▶ **Task details**
Copy each line below that includes "gazetteer".

* * * * * * *

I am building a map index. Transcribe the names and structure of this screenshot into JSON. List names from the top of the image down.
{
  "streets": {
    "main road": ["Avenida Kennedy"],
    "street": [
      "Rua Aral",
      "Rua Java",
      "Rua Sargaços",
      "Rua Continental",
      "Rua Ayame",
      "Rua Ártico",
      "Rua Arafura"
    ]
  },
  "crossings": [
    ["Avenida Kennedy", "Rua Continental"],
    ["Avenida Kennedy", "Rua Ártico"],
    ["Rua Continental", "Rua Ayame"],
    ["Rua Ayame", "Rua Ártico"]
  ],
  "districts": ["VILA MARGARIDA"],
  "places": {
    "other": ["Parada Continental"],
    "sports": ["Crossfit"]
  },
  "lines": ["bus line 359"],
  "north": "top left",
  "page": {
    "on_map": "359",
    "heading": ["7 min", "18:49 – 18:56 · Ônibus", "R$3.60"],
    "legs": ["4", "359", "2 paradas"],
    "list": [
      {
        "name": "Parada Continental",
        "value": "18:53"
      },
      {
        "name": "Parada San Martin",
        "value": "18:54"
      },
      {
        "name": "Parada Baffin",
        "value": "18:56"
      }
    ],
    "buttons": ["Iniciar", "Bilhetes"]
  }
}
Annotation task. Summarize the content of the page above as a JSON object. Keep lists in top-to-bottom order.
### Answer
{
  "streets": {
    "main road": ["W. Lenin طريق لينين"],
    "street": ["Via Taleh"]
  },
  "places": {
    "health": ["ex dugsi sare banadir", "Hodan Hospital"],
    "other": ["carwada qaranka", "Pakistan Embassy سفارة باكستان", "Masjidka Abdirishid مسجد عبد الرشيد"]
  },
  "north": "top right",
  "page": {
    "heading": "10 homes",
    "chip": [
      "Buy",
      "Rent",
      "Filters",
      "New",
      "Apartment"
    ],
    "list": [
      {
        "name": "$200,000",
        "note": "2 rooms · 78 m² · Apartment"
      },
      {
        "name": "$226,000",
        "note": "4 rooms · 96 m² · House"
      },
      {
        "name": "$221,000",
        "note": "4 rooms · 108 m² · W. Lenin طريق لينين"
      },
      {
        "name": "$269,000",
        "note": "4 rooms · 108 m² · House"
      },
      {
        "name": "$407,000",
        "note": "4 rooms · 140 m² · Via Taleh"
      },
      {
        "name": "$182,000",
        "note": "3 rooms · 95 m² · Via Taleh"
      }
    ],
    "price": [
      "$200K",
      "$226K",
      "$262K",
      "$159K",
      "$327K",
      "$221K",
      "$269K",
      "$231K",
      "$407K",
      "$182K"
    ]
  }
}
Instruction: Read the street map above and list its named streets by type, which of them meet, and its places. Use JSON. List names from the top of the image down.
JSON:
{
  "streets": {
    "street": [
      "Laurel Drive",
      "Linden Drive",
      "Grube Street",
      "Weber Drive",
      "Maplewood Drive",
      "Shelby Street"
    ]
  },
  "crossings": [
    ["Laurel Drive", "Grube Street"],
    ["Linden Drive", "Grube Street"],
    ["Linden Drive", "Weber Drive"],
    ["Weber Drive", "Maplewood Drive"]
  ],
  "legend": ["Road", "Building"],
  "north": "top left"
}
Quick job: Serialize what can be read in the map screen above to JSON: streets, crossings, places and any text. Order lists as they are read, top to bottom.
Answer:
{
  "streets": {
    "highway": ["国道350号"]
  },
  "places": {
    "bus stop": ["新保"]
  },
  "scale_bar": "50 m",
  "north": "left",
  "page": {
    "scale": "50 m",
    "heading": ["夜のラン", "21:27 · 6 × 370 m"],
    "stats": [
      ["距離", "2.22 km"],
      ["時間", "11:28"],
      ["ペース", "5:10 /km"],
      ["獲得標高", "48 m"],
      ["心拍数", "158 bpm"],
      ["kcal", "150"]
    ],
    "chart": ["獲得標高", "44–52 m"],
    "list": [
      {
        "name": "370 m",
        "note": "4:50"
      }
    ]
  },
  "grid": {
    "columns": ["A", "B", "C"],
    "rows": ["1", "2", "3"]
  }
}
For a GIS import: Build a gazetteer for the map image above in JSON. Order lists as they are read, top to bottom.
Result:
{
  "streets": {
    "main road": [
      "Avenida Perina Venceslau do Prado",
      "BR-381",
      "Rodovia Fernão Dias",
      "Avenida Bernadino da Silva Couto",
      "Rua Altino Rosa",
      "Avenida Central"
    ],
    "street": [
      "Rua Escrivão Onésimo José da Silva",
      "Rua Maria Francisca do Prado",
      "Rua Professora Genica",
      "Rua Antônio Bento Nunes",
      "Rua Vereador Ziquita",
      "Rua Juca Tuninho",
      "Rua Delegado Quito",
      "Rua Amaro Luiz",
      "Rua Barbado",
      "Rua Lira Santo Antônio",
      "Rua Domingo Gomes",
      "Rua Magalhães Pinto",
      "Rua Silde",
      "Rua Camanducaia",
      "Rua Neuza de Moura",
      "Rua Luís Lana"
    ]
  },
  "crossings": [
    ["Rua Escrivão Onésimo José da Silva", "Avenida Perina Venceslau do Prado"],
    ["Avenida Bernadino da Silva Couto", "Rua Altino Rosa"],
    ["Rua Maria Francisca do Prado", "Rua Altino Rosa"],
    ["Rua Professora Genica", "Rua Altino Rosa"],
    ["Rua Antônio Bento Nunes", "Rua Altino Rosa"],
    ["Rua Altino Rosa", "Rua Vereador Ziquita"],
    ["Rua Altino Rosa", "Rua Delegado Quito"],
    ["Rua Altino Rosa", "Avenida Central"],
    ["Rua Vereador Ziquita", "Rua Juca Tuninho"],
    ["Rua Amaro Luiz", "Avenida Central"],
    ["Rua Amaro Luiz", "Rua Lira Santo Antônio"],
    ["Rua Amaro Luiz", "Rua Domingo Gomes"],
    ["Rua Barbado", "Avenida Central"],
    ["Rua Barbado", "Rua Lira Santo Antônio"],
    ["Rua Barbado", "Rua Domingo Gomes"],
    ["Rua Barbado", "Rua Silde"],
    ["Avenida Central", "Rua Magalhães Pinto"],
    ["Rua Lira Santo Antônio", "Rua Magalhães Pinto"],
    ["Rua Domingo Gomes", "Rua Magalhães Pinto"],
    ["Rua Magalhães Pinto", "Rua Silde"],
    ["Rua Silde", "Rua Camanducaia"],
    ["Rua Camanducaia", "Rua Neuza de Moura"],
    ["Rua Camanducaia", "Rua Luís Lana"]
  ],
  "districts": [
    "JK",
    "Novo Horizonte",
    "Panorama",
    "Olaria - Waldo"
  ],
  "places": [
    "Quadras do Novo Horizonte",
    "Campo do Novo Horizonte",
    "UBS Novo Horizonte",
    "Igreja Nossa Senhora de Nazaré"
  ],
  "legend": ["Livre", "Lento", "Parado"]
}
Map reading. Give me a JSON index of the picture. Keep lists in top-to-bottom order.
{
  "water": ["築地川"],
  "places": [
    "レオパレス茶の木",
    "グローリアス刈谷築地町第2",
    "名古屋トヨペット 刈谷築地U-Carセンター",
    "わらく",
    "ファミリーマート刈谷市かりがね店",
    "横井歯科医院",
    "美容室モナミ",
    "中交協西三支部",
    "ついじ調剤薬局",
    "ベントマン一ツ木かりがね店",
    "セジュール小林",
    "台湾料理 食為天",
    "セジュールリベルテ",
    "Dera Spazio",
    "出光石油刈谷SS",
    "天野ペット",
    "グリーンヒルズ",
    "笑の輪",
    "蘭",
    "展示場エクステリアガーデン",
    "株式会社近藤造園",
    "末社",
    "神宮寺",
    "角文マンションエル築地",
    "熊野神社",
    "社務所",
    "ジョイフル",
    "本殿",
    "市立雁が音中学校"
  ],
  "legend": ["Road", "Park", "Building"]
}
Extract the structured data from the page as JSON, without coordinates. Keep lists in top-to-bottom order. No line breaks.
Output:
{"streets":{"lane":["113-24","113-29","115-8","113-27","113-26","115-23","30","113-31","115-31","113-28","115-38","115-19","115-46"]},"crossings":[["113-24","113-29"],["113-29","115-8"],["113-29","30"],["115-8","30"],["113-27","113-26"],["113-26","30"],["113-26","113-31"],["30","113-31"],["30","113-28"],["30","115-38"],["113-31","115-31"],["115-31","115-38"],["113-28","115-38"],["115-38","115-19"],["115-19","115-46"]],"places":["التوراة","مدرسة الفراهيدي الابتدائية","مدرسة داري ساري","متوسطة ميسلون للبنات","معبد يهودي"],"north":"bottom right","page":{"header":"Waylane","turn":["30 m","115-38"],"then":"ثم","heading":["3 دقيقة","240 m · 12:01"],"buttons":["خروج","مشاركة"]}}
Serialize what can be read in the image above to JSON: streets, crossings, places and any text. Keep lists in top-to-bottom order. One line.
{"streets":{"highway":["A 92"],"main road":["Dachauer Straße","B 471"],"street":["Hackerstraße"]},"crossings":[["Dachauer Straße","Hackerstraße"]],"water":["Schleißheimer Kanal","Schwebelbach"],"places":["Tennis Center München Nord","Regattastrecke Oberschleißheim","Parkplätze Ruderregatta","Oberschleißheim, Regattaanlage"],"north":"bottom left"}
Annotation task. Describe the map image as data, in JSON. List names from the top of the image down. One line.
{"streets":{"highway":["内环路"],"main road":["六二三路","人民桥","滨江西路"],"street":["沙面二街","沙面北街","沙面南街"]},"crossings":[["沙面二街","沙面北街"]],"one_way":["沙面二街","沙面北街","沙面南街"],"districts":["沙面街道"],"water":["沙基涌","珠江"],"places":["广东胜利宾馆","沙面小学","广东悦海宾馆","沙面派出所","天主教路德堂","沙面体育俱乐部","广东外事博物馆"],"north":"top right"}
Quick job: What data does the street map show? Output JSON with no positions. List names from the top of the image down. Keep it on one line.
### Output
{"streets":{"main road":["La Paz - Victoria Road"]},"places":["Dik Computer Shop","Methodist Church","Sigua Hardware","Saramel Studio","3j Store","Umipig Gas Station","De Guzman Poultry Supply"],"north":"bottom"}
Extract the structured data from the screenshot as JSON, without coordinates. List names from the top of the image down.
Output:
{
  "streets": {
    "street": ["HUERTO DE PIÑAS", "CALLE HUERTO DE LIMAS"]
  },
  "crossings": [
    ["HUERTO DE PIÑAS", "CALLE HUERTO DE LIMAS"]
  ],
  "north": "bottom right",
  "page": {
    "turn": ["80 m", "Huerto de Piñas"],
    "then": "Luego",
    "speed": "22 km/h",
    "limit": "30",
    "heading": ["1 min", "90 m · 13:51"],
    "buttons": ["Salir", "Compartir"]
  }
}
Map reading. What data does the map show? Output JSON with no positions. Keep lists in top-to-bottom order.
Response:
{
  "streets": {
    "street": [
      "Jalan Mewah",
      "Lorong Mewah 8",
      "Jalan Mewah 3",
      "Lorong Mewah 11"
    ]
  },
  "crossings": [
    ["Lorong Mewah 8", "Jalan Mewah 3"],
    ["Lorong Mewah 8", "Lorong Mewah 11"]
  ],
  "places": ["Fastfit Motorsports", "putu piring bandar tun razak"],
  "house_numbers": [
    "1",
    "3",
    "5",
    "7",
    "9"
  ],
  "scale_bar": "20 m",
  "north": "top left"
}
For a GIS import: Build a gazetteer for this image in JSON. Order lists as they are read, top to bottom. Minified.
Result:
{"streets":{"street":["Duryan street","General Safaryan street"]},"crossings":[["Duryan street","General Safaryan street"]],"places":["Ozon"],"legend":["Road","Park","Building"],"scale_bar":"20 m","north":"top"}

* * * * * * *

▶ **Reply**
For a GIS import: Build a gazetteer for the map image above in JSON. Order lists as they are read, top to bottom.
For a GIS import: Build a gazetteer for this image in JSON. Order lists as they are read, top to bottom. Minified.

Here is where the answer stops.